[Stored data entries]
########
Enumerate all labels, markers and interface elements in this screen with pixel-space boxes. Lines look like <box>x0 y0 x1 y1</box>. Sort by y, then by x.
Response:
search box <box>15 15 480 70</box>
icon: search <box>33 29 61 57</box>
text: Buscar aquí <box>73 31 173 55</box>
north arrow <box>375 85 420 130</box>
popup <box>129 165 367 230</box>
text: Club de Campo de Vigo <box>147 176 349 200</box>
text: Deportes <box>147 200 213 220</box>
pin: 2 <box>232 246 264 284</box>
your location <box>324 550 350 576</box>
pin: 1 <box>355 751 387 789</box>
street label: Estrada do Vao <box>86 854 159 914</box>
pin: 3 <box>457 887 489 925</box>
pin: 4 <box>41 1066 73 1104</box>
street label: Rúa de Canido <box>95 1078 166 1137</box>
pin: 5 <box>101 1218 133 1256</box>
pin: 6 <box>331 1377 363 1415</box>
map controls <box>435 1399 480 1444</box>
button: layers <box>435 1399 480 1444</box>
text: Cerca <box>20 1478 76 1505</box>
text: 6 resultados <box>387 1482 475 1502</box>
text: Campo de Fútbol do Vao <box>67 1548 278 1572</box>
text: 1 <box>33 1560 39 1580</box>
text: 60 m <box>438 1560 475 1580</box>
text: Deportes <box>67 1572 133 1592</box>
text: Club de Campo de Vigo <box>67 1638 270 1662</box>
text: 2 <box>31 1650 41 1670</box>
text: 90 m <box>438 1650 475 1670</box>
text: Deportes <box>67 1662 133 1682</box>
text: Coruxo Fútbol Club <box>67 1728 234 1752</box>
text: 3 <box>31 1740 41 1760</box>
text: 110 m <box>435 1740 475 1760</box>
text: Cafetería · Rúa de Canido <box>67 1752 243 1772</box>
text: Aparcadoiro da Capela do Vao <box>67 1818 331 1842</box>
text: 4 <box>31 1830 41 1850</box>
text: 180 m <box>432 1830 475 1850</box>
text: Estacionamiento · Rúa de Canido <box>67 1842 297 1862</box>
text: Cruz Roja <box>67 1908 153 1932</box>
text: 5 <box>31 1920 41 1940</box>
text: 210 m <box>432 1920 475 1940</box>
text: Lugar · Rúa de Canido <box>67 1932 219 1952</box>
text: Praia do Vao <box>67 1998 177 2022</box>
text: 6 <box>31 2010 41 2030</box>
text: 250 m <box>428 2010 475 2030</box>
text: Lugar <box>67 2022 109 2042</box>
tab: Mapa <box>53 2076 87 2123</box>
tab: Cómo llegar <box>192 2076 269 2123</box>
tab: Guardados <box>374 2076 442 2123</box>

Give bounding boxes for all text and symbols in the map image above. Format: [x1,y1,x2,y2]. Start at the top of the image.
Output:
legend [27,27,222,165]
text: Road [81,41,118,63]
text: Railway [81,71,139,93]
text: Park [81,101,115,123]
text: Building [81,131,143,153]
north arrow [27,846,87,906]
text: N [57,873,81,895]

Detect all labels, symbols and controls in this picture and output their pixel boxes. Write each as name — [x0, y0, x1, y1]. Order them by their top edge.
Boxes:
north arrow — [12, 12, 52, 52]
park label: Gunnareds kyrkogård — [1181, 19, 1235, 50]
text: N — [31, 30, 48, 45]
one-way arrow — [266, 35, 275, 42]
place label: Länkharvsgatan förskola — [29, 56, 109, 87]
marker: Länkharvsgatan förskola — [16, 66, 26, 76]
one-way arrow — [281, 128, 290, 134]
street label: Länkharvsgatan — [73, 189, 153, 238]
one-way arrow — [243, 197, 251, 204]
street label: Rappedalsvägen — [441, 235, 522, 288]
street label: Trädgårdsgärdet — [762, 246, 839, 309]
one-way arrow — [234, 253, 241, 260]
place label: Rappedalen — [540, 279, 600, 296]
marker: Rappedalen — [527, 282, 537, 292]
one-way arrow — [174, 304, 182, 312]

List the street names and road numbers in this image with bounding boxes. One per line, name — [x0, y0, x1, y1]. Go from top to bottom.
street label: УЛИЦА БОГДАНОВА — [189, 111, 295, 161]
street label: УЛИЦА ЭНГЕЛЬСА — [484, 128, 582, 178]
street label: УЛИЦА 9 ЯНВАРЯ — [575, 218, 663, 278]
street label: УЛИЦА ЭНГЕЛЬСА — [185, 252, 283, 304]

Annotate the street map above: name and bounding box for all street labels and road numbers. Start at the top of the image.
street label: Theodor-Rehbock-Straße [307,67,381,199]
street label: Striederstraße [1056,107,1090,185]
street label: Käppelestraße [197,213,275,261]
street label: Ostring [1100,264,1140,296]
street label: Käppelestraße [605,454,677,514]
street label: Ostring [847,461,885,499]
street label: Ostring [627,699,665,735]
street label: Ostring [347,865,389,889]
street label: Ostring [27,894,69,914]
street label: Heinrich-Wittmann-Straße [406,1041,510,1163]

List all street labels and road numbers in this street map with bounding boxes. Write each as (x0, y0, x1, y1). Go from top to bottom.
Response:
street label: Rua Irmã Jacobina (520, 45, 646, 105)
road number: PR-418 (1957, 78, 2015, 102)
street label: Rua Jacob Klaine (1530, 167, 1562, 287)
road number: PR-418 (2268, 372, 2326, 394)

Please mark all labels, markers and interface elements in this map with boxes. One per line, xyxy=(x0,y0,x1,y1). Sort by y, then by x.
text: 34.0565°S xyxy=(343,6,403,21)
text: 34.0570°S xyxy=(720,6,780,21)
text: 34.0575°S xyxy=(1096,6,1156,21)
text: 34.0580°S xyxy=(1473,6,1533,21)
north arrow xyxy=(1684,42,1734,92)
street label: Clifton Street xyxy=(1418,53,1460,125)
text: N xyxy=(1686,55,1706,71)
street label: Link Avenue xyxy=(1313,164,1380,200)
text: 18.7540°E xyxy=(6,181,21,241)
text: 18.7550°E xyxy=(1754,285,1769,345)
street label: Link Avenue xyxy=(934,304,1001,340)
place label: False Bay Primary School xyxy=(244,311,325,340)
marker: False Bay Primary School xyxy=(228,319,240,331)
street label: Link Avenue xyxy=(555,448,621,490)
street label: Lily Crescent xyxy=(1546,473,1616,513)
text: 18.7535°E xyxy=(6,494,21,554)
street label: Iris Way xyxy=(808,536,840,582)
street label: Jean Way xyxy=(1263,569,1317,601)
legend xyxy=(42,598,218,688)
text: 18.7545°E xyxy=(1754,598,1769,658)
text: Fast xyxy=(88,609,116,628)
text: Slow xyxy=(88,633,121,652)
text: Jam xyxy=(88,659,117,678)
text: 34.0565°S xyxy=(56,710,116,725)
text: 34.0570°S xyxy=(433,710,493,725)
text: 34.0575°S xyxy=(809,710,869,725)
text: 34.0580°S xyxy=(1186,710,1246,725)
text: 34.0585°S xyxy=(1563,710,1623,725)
########
__WORK INSTRUCTION__:
Give each line of the records above again, unchanged.

__SOLUTION__:
Enumerate all labels, markers and interface elements in this screen with pixel-space boxes. Lines look like <box>x0 y0 x1 y1</box>. Sort by y, then by x.
Response:
search box <box>15 15 480 70</box>
icon: search <box>33 29 61 57</box>
text: Buscar aquí <box>73 31 173 55</box>
north arrow <box>375 85 420 130</box>
popup <box>129 165 367 230</box>
text: Club de Campo de Vigo <box>147 176 349 200</box>
text: Deportes <box>147 200 213 220</box>
pin: 2 <box>232 246 264 284</box>
your location <box>324 550 350 576</box>
pin: 1 <box>355 751 387 789</box>
street label: Estrada do Vao <box>86 854 159 914</box>
pin: 3 <box>457 887 489 925</box>
pin: 4 <box>41 1066 73 1104</box>
street label: Rúa de Canido <box>95 1078 166 1137</box>
pin: 5 <box>101 1218 133 1256</box>
pin: 6 <box>331 1377 363 1415</box>
map controls <box>435 1399 480 1444</box>
button: layers <box>435 1399 480 1444</box>
text: Cerca <box>20 1478 76 1505</box>
text: 6 resultados <box>387 1482 475 1502</box>
text: Campo de Fútbol do Vao <box>67 1548 278 1572</box>
text: 1 <box>33 1560 39 1580</box>
text: 60 m <box>438 1560 475 1580</box>
text: Deportes <box>67 1572 133 1592</box>
text: Club de Campo de Vigo <box>67 1638 270 1662</box>
text: 2 <box>31 1650 41 1670</box>
text: 90 m <box>438 1650 475 1670</box>
text: Deportes <box>67 1662 133 1682</box>
text: Coruxo Fútbol Club <box>67 1728 234 1752</box>
text: 3 <box>31 1740 41 1760</box>
text: 110 m <box>435 1740 475 1760</box>
text: Cafetería · Rúa de Canido <box>67 1752 243 1772</box>
text: Aparcadoiro da Capela do Vao <box>67 1818 331 1842</box>
text: 4 <box>31 1830 41 1850</box>
text: 180 m <box>432 1830 475 1850</box>
text: Estacionamiento · Rúa de Canido <box>67 1842 297 1862</box>
text: Cruz Roja <box>67 1908 153 1932</box>
text: 5 <box>31 1920 41 1940</box>
text: 210 m <box>432 1920 475 1940</box>
text: Lugar · Rúa de Canido <box>67 1932 219 1952</box>
text: Praia do Vao <box>67 1998 177 2022</box>
text: 6 <box>31 2010 41 2030</box>
text: 250 m <box>428 2010 475 2030</box>
text: Lugar <box>67 2022 109 2042</box>
tab: Mapa <box>53 2076 87 2123</box>
tab: Cómo llegar <box>192 2076 269 2123</box>
tab: Guardados <box>374 2076 442 2123</box>

Give bounding boxes for all text and symbols in the map image above. Format: [x1,y1,x2,y2]. Start at the top of the image.
Output:
legend [27,27,222,165]
text: Road [81,41,118,63]
text: Railway [81,71,139,93]
text: Park [81,101,115,123]
text: Building [81,131,143,153]
north arrow [27,846,87,906]
text: N [57,873,81,895]

Detect all labels, symbols and controls in this picture and output their pixel boxes. Write each as name — [x0, y0, x1, y1]. Order them by their top edge.
Boxes:
north arrow — [12, 12, 52, 52]
park label: Gunnareds kyrkogård — [1181, 19, 1235, 50]
text: N — [31, 30, 48, 45]
one-way arrow — [266, 35, 275, 42]
place label: Länkharvsgatan förskola — [29, 56, 109, 87]
marker: Länkharvsgatan förskola — [16, 66, 26, 76]
one-way arrow — [281, 128, 290, 134]
street label: Länkharvsgatan — [73, 189, 153, 238]
one-way arrow — [243, 197, 251, 204]
street label: Rappedalsvägen — [441, 235, 522, 288]
street label: Trädgårdsgärdet — [762, 246, 839, 309]
one-way arrow — [234, 253, 241, 260]
place label: Rappedalen — [540, 279, 600, 296]
marker: Rappedalen — [527, 282, 537, 292]
one-way arrow — [174, 304, 182, 312]

List the street names and road numbers in this image with bounding boxes. One per line, name — [x0, y0, x1, y1]. Go from top to bottom.
street label: УЛИЦА БОГДАНОВА — [189, 111, 295, 161]
street label: УЛИЦА ЭНГЕЛЬСА — [484, 128, 582, 178]
street label: УЛИЦА 9 ЯНВАРЯ — [575, 218, 663, 278]
street label: УЛИЦА ЭНГЕЛЬСА — [185, 252, 283, 304]

Annotate the street map above: name and bounding box for all street labels and road numbers. Start at the top of the image.
street label: Theodor-Rehbock-Straße [307,67,381,199]
street label: Striederstraße [1056,107,1090,185]
street label: Käppelestraße [197,213,275,261]
street label: Ostring [1100,264,1140,296]
street label: Käppelestraße [605,454,677,514]
street label: Ostring [847,461,885,499]
street label: Ostring [627,699,665,735]
street label: Ostring [347,865,389,889]
street label: Ostring [27,894,69,914]
street label: Heinrich-Wittmann-Straße [406,1041,510,1163]

List all street labels and road numbers in this street map with bounding boxes. Write each as (x0, y0, x1, y1). Go from top to bottom.
Response:
street label: Rua Irmã Jacobina (520, 45, 646, 105)
road number: PR-418 (1957, 78, 2015, 102)
street label: Rua Jacob Klaine (1530, 167, 1562, 287)
road number: PR-418 (2268, 372, 2326, 394)

Please mark all labels, markers and interface elements in this map with boxes. One per line, xyxy=(x0,y0,x1,y1). Sort by y, then by x.
text: 34.0565°S xyxy=(343,6,403,21)
text: 34.0570°S xyxy=(720,6,780,21)
text: 34.0575°S xyxy=(1096,6,1156,21)
text: 34.0580°S xyxy=(1473,6,1533,21)
north arrow xyxy=(1684,42,1734,92)
street label: Clifton Street xyxy=(1418,53,1460,125)
text: N xyxy=(1686,55,1706,71)
street label: Link Avenue xyxy=(1313,164,1380,200)
text: 18.7540°E xyxy=(6,181,21,241)
text: 18.7550°E xyxy=(1754,285,1769,345)
street label: Link Avenue xyxy=(934,304,1001,340)
place label: False Bay Primary School xyxy=(244,311,325,340)
marker: False Bay Primary School xyxy=(228,319,240,331)
street label: Link Avenue xyxy=(555,448,621,490)
street label: Lily Crescent xyxy=(1546,473,1616,513)
text: 18.7535°E xyxy=(6,494,21,554)
street label: Iris Way xyxy=(808,536,840,582)
street label: Jean Way xyxy=(1263,569,1317,601)
legend xyxy=(42,598,218,688)
text: 18.7545°E xyxy=(1754,598,1769,658)
text: Fast xyxy=(88,609,116,628)
text: Slow xyxy=(88,633,121,652)
text: Jam xyxy=(88,659,117,678)
text: 34.0565°S xyxy=(56,710,116,725)
text: 34.0570°S xyxy=(433,710,493,725)
text: 34.0575°S xyxy=(809,710,869,725)
text: 34.0580°S xyxy=(1186,710,1246,725)
text: 34.0585°S xyxy=(1563,710,1623,725)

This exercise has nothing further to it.